The 78-year-old superstar should have been playing Glastonbury this year, which was cancelled due to the coronavirus pandemic, but says he can see a glimmer of hope on the horizon with the vaccine.
He told The Sun: “It is great news about the vaccine. I’ll have it as soon as I’m allowed.
“I’m a grandad and you don’t want grandad to collapse. You’ve got to stay strong, that’s all you can do, or you go under.”
Watch: Prince Charles and Camilla visit Covid vaccination centre
However, he still doesn’t expect to be back at Glastonbury until 2022 at the earliest, saying the festival could potentially be a “super-spreader”.

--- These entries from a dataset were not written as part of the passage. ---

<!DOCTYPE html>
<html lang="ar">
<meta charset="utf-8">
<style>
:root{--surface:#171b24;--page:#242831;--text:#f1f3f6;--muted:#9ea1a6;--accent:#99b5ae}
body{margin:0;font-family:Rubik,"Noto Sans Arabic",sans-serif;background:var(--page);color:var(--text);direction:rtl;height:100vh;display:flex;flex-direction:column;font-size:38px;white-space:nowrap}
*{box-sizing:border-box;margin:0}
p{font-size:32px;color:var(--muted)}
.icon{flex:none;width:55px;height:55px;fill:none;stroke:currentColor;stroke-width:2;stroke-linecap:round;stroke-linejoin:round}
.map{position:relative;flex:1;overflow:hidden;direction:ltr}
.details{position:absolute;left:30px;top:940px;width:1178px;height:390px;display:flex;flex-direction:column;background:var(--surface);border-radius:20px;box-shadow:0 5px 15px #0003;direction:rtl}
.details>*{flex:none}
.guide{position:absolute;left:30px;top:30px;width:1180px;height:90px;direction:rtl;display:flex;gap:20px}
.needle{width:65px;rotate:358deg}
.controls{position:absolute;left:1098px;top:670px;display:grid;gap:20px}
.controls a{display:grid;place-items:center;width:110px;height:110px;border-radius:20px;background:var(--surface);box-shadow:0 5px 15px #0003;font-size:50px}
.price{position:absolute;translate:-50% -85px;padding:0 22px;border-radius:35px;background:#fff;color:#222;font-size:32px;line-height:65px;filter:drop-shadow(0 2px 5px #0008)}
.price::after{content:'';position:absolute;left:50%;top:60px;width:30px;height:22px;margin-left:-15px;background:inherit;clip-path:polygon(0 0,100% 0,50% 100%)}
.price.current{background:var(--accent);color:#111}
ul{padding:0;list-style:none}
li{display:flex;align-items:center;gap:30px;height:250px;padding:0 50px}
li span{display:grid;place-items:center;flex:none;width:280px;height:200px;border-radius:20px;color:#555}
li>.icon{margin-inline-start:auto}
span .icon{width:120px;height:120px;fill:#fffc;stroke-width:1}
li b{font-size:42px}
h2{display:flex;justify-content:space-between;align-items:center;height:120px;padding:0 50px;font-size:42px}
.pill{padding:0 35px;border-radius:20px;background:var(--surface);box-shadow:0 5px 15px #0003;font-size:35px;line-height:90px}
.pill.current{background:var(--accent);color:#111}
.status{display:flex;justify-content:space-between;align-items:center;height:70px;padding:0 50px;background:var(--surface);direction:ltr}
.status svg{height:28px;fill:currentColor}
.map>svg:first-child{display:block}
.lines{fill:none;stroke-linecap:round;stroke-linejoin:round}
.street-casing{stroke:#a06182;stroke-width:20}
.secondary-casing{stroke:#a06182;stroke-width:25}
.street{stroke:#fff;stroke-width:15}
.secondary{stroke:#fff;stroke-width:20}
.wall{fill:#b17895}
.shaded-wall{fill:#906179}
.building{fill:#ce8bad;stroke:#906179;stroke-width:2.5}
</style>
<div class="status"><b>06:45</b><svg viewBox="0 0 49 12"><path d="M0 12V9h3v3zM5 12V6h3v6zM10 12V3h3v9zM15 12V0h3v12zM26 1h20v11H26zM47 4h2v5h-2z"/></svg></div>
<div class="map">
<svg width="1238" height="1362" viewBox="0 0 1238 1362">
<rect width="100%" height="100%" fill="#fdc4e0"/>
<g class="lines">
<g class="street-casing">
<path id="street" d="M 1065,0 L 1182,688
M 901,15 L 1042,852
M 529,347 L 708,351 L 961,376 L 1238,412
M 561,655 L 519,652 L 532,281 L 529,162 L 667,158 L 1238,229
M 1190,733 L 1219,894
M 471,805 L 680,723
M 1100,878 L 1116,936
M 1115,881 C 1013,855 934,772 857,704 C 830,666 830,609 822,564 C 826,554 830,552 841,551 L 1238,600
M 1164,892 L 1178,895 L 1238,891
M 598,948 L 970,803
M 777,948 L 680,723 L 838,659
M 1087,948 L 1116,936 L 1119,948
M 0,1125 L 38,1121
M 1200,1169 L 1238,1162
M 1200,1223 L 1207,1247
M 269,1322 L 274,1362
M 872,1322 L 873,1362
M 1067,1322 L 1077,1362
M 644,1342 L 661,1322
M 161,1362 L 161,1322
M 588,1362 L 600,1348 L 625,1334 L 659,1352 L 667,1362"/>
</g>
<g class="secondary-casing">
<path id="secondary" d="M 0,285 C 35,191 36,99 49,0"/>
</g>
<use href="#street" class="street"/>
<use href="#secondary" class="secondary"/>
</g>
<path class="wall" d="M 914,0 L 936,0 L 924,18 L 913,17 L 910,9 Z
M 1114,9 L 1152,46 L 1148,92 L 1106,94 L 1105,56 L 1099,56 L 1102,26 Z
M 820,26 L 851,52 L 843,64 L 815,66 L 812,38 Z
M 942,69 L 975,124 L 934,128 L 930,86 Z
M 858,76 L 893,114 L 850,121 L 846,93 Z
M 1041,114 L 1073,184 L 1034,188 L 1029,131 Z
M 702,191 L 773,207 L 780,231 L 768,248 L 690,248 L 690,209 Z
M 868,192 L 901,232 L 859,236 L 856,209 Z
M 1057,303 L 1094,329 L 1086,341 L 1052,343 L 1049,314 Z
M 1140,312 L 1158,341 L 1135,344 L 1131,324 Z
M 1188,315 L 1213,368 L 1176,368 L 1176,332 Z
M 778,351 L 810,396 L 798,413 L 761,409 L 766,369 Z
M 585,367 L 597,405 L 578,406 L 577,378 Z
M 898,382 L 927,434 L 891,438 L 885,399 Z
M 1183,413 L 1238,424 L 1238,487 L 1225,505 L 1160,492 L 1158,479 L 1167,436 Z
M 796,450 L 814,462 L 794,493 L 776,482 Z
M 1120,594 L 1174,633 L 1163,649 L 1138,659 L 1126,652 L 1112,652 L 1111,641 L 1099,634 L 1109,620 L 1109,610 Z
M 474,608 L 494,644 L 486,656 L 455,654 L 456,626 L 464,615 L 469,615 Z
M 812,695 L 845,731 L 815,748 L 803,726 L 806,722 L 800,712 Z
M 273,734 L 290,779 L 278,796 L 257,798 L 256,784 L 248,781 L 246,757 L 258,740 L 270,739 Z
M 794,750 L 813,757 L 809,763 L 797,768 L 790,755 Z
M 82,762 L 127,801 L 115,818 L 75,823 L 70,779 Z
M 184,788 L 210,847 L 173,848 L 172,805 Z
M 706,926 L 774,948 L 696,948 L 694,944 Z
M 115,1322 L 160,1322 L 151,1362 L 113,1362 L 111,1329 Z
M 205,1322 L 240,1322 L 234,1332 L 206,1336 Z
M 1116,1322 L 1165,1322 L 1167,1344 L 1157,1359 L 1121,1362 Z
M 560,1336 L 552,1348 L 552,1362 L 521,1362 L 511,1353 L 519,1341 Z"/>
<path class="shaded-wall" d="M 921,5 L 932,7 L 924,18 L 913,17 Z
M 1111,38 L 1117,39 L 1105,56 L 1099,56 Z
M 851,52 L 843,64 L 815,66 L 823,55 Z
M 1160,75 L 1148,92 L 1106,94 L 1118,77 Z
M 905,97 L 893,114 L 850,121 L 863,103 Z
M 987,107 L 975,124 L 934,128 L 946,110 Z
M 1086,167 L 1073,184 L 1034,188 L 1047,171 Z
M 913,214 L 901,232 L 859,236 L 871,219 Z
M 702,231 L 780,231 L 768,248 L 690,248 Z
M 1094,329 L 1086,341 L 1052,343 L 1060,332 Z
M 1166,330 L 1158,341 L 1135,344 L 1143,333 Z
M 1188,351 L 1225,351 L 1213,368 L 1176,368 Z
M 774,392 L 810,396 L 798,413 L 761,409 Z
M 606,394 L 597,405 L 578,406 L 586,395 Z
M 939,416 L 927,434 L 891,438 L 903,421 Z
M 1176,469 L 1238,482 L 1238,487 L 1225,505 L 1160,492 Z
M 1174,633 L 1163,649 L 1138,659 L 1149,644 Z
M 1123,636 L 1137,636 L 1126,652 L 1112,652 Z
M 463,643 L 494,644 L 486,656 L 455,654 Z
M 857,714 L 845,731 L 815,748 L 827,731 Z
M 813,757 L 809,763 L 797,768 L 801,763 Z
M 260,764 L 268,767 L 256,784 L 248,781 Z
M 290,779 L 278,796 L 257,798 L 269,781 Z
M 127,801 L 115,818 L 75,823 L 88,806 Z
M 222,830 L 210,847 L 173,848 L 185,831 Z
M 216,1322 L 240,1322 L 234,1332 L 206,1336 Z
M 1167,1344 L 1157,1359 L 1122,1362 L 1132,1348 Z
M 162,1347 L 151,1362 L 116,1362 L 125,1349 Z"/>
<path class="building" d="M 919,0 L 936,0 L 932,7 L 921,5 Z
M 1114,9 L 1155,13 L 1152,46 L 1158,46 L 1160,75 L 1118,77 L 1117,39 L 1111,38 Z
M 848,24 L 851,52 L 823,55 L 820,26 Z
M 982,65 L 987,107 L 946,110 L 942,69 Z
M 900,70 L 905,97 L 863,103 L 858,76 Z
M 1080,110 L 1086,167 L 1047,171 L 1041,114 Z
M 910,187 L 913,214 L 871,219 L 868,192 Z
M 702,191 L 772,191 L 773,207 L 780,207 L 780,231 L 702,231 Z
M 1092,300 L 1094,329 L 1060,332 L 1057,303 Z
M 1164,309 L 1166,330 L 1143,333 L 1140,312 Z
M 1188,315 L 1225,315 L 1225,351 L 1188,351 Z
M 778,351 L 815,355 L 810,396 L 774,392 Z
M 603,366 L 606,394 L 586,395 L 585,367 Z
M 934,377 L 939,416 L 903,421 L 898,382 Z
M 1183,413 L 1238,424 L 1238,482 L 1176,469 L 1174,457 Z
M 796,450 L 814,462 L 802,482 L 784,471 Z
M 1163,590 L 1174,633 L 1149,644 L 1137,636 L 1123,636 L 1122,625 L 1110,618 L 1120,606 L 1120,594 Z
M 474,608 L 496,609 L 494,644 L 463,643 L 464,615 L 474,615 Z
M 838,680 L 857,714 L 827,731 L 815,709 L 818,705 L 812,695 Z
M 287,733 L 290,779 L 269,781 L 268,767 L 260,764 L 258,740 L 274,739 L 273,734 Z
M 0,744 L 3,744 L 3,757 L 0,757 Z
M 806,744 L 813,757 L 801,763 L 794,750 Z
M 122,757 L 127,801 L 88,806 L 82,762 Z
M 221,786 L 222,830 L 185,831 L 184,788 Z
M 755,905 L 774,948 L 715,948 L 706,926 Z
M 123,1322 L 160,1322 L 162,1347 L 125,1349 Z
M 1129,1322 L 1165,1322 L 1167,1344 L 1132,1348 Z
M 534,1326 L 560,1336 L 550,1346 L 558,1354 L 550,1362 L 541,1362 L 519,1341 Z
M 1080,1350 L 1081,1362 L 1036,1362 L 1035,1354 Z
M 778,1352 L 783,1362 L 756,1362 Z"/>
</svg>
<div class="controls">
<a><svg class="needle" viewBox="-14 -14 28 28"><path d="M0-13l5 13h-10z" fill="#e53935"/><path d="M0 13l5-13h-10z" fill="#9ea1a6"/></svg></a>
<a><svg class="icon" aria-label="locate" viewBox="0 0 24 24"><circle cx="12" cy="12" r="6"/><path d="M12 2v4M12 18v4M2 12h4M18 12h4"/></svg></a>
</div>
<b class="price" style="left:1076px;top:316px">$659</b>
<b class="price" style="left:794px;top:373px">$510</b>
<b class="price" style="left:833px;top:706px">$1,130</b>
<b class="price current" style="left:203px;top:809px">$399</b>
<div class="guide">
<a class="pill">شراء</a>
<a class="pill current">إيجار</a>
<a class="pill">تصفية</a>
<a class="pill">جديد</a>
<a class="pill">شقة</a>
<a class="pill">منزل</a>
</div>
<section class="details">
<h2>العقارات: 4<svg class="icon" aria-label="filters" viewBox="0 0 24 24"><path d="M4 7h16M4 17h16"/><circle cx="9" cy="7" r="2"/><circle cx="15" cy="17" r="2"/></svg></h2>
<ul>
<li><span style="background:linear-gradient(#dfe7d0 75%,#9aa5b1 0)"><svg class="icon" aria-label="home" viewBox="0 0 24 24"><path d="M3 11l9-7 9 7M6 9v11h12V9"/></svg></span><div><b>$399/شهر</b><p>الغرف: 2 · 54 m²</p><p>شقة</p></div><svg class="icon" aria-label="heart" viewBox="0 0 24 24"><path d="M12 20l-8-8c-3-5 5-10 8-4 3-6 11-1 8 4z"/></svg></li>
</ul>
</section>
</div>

Sir Paul would join the likes of Ian McKellen, Lionel Blair and Prue Leith who have all had the jab, with Bob Geldof, Michael Palin and Michael Parkinson amongst the famous supporters who have publicly encouraged others to get vaccinated.
He would potentially be in the fourth group to get the vaccine in the UK, with care home residents and carers, the over 80s and health and social care frontline workers, and the over 75s all going first.
But while the former Beatle is keen to get the vaccine, he is less of a fan of lockdowns as a measure to control the virus.
Arguing that we have been brought up to enjoy the freedom of democracy, he said that he didn’t believe you could lock down a whole country “unless you’re China”.
He added: “I’m not sure you can say to all those girls you see in Liverpool in the freezing cold in the tiniest of miniskirts on a Saturday night in the middle of winter, ‘Look, you’ve got to stay home’.”
Despite his views on lockdown, Sir Paul did say that he had enjoyed more time at home with his wife Nancy and their family during 2020.